Old defibrillator batteries lead to $3.2 million Chicago death settlement
By Fran Spielman
Frederick Partyka, a stationary engineer who worked for the city, was using a snow blower in front of his home in the 2700 block of North New England when he collapsed on Jan. 22, 2005.
Partyka's son, a paramedic with the Hillside Fire Department, witnessed the incident, called 911 and administered CPR to his father while waiting for help.
When the fire engine arrived at 3:16 p.m., the paramedic found Partyka in ventricular tachycardia, a life-threatening condition.
But when the paramedic attempted to shock Partyka's heart back into rhythm, the defibrillator didn't work, a lawyer for the Partyka family said. The batteries were old and did not hold a charge.
When the old batteries were replaced with spare batteries, the defibrillator powered off again, the lawyer said.
At 3:22 p.m., an ambulance arrived with a working defibrillator. But it was too late. Partyka was already dead.
"The industry standard required — and the manufacturer recommended — that this particular defibrillator battery had to be replaced every two years," said Susan Schwartz, an attorney representing the Partyka family.

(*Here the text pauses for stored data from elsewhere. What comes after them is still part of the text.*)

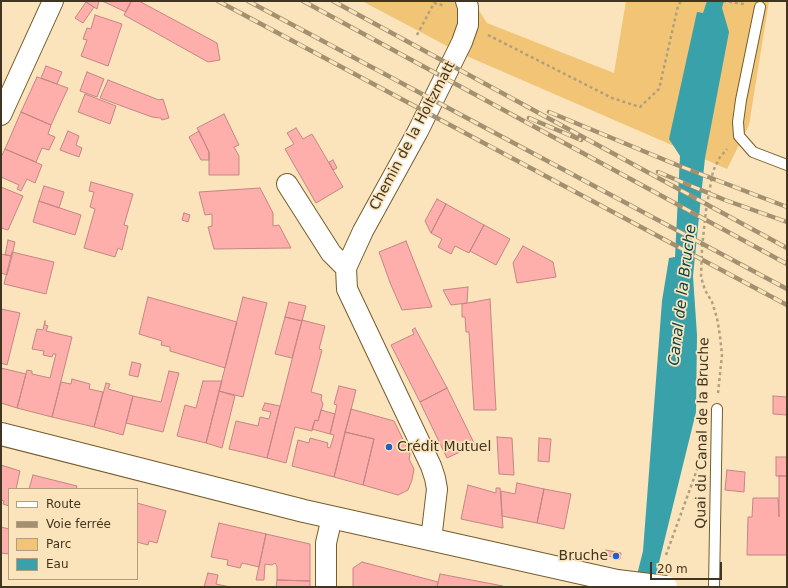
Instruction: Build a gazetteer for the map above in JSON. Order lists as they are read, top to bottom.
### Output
{
  "streets": {
    "street": ["Chemin de la Holtzmatt"],
    "lane": ["Quai du Canal de la Bruche"]
  },
  "water": ["Canal de la Bruche"],
  "places": ["Crédit Mutuel", "Bruche"],
  "legend": [
    "Route",
    "Voie ferrée",
    "Parc",
    "Eau"
  ],
  "scale_bar": "20 m"
}
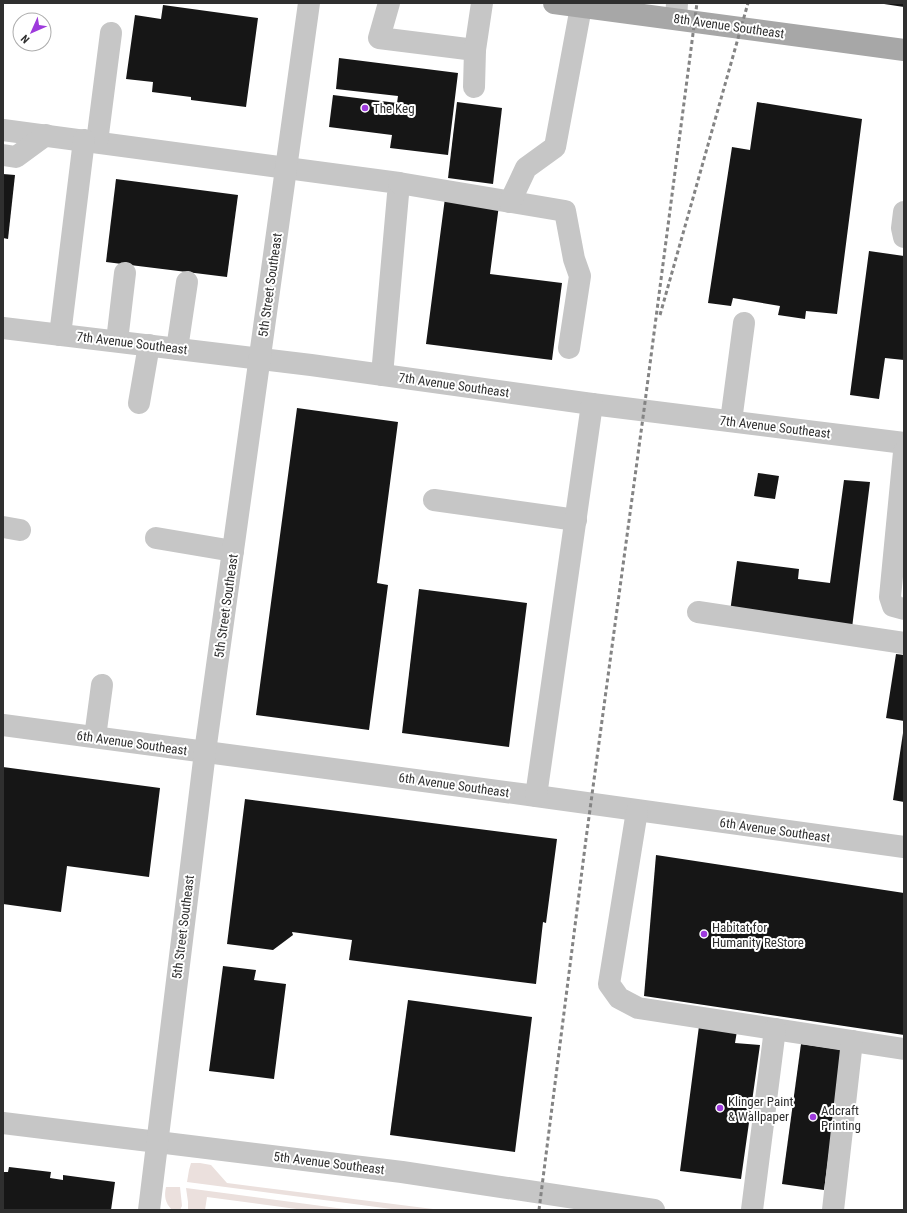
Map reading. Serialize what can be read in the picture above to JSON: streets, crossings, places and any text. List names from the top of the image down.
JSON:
{
  "streets": {
    "main road": ["8th Avenue Southeast"],
    "street": [
      "5th Street Southeast",
      "7th Avenue Southeast",
      "6th Avenue Southeast",
      "5th Avenue Southeast"
    ]
  },
  "crossings": [
    ["5th Street Southeast", "7th Avenue Southeast"],
    ["5th Street Southeast", "6th Avenue Southeast"],
    ["5th Street Southeast", "5th Avenue Southeast"]
  ],
  "places": [
    "The Keg",
    "Habitat for Humanity ReStore",
    "Klinger Paint & Wallpaper",
    "Adcraft Printing"
  ],
  "north": "bottom left"
}
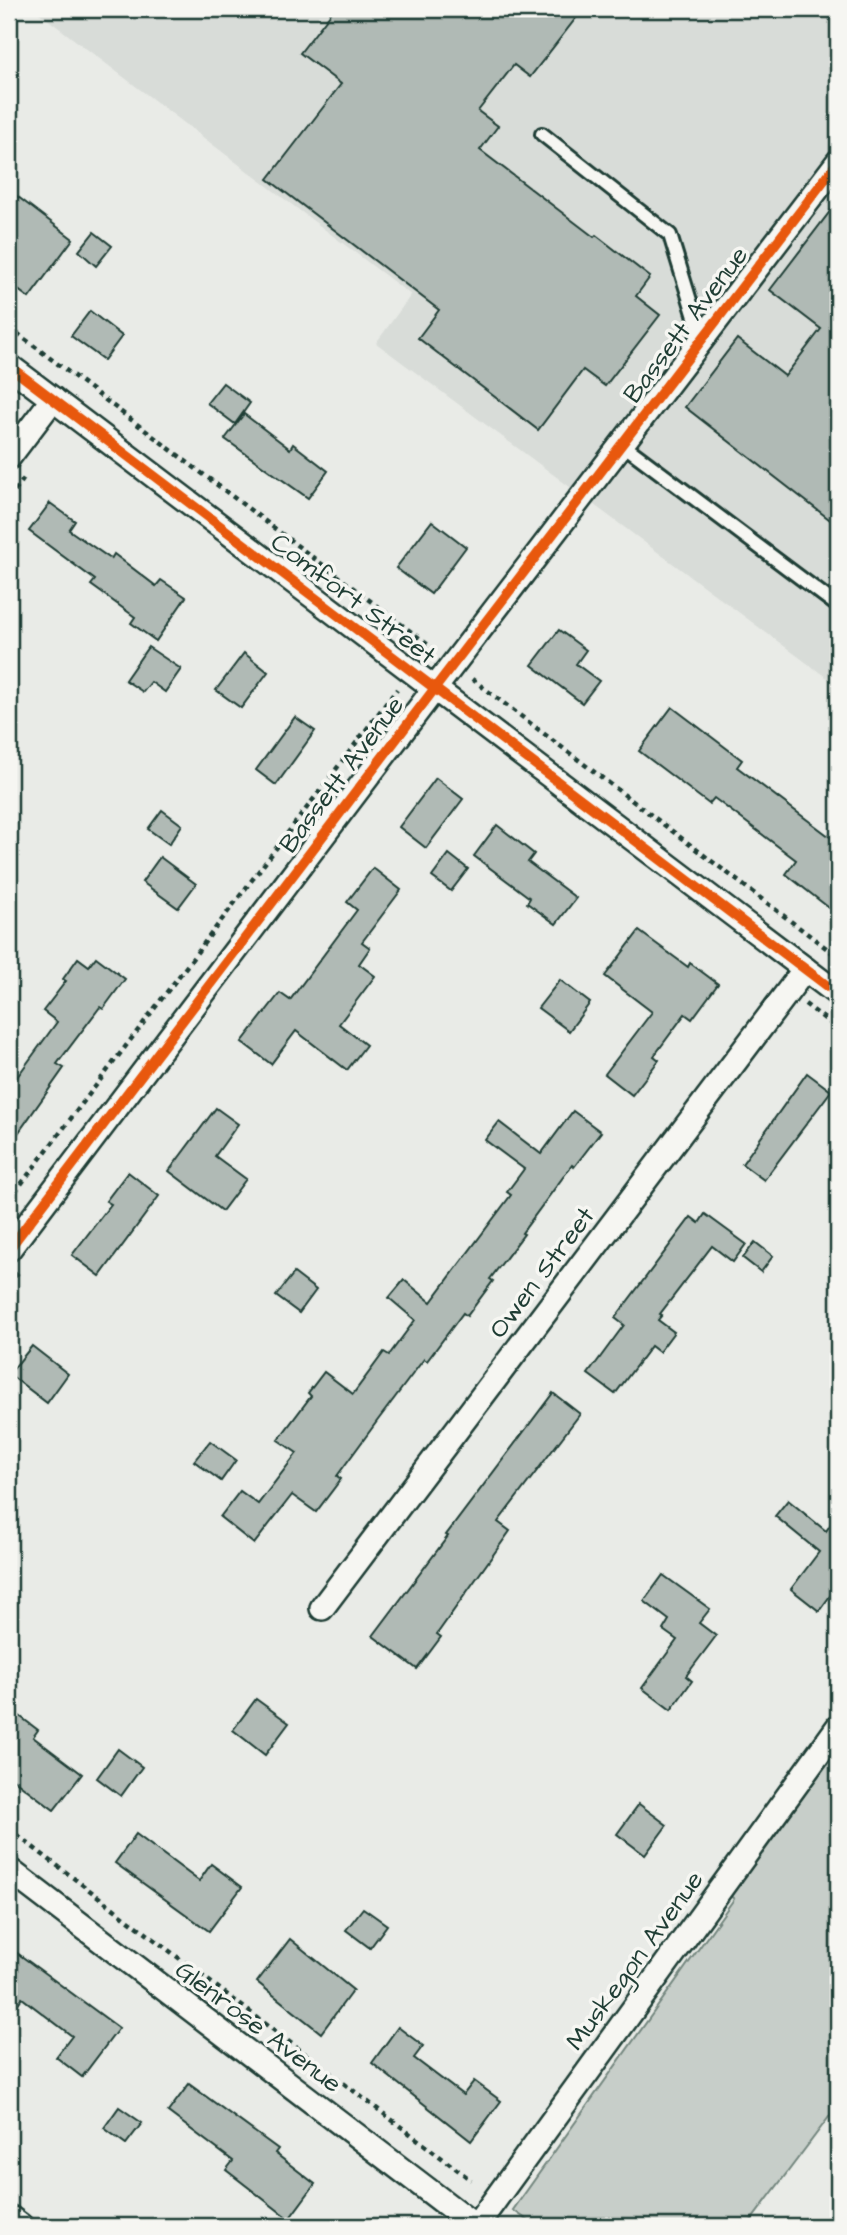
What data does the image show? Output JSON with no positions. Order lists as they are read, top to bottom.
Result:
{
  "streets": {
    "street": [
      "Bassett Avenue",
      "Comfort Street",
      "Owen Street",
      "Muskegon Avenue",
      "Glenrose Avenue"
    ]
  },
  "crossings": [
    ["Bassett Avenue", "Comfort Street"],
    ["Comfort Street", "Owen Street"],
    ["Muskegon Avenue", "Glenrose Avenue"]
  ]
}
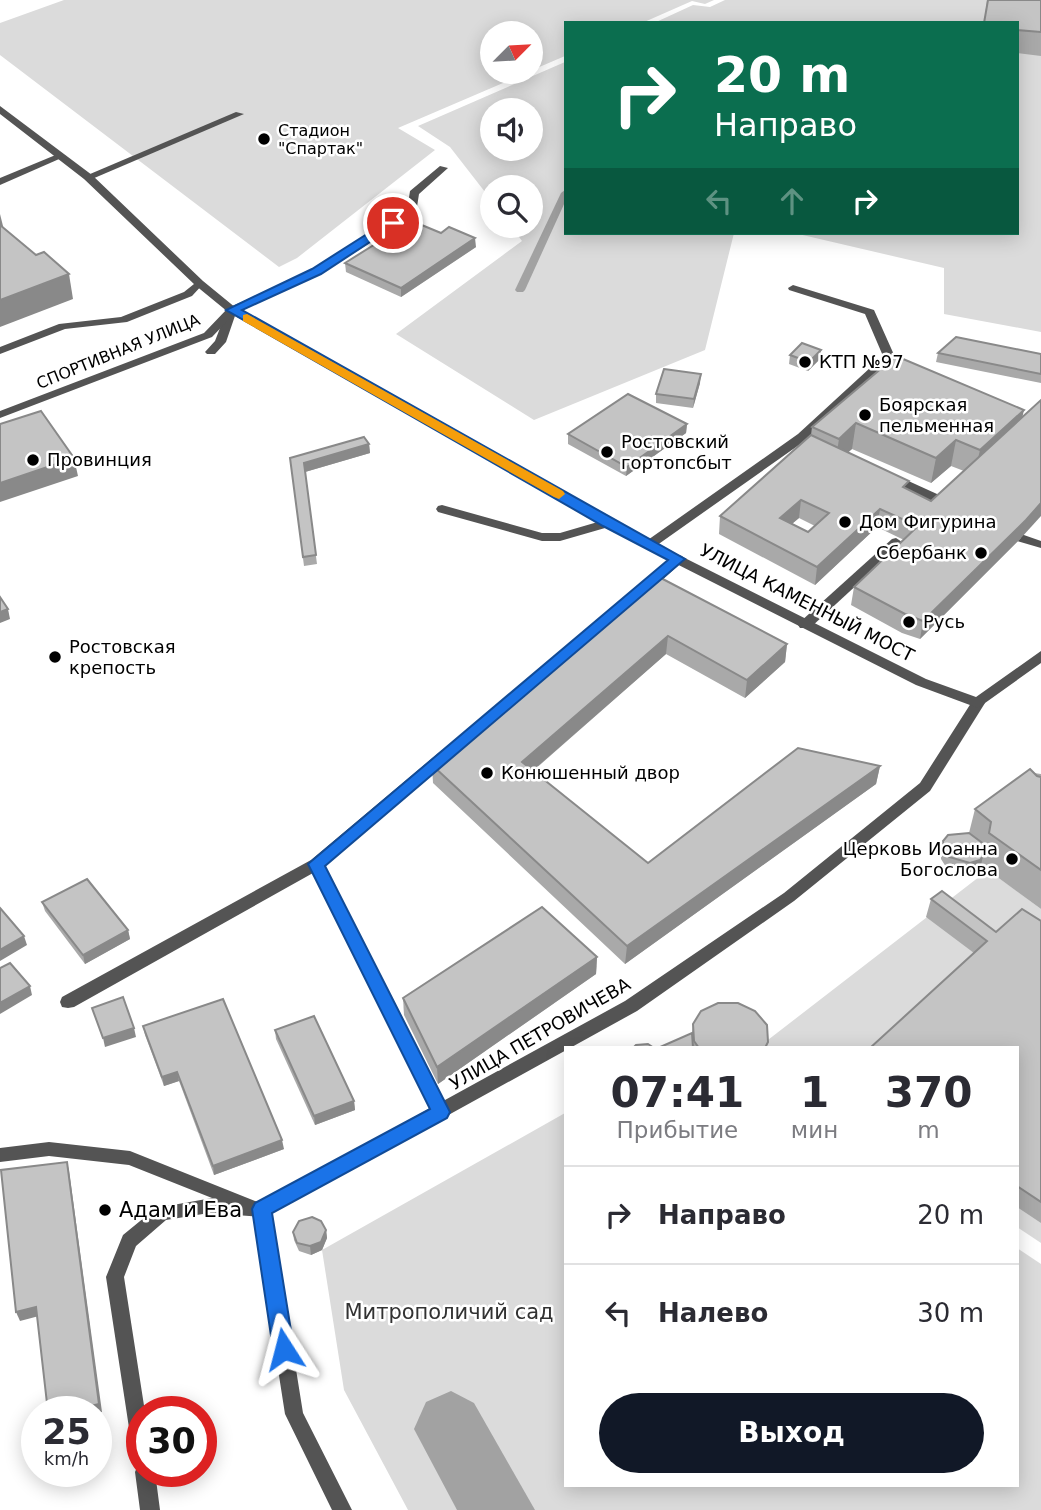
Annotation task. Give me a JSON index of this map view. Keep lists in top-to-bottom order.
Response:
{
  "streets": {
    "street": ["СПОРТИВНАЯ УЛИЦА", "УЛИЦА КАМЕННЫЙ МОСТ", "УЛИЦА ПЕТРОВИЧЕВА"]
  },
  "crossings": [
    ["СПОРТИВНАЯ УЛИЦА", "УЛИЦА КАМЕННЫЙ МОСТ"],
    ["УЛИЦА КАМЕННЫЙ МОСТ", "УЛИЦА ПЕТРОВИЧЕВА"]
  ],
  "parks": ["Митрополичий сад"],
  "places": [
    "Стадион \"Спартак\"",
    "КТП №97",
    "Боярская пельменная",
    "Ростовский гортопсбыт",
    "Провинция",
    "Дом Фигурина",
    "Сбербанк",
    "Русь",
    "Ростовская крепость",
    "Конюшенный двор",
    "Церковь Иоанна Богослова",
    "Адам и Ева"
  ],
  "north": "top right",
  "page": {
    "turn": ["20 m", "Направо"],
    "eta": [
      "07:41",
      "Прибытие",
      "1",
      "мин",
      "370",
      "m"
    ],
    "list": [
      {
        "name": "Направо",
        "value": "20 m"
      },
      {
        "name": "Налево",
        "value": "30 m"
      }
    ],
    "buttons": "Выход",
    "speed": "25 km/h",
    "limit": "30"
  }
}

"But, on Jan. 22, 2005, no battery had been purchased by the city since October 2000. They didn't properly maintain the batteries for these defibrillators."
During Monday's Finance Committee meeting, First Deputy Corporation Counsel Karen Seimetz told aldermen that the defibrillators used on that day were replaced in March 2005.
The new version uses batteries "automatically changed out with the manufacturer every two years," she said.
"In the thousands and thousands and thousands of times these defibrillators have been used, this is the first known instance where this has ever occurred," she said.
Under questioning from aldermen, Seimetz acknowledged that no one knows whether a working defibrillator would have saved Partyka.
But, she said, "The problem is under the law, if there's any percentage chance that a person could have survived but for the alleged negligence, that's enough to recover [damages].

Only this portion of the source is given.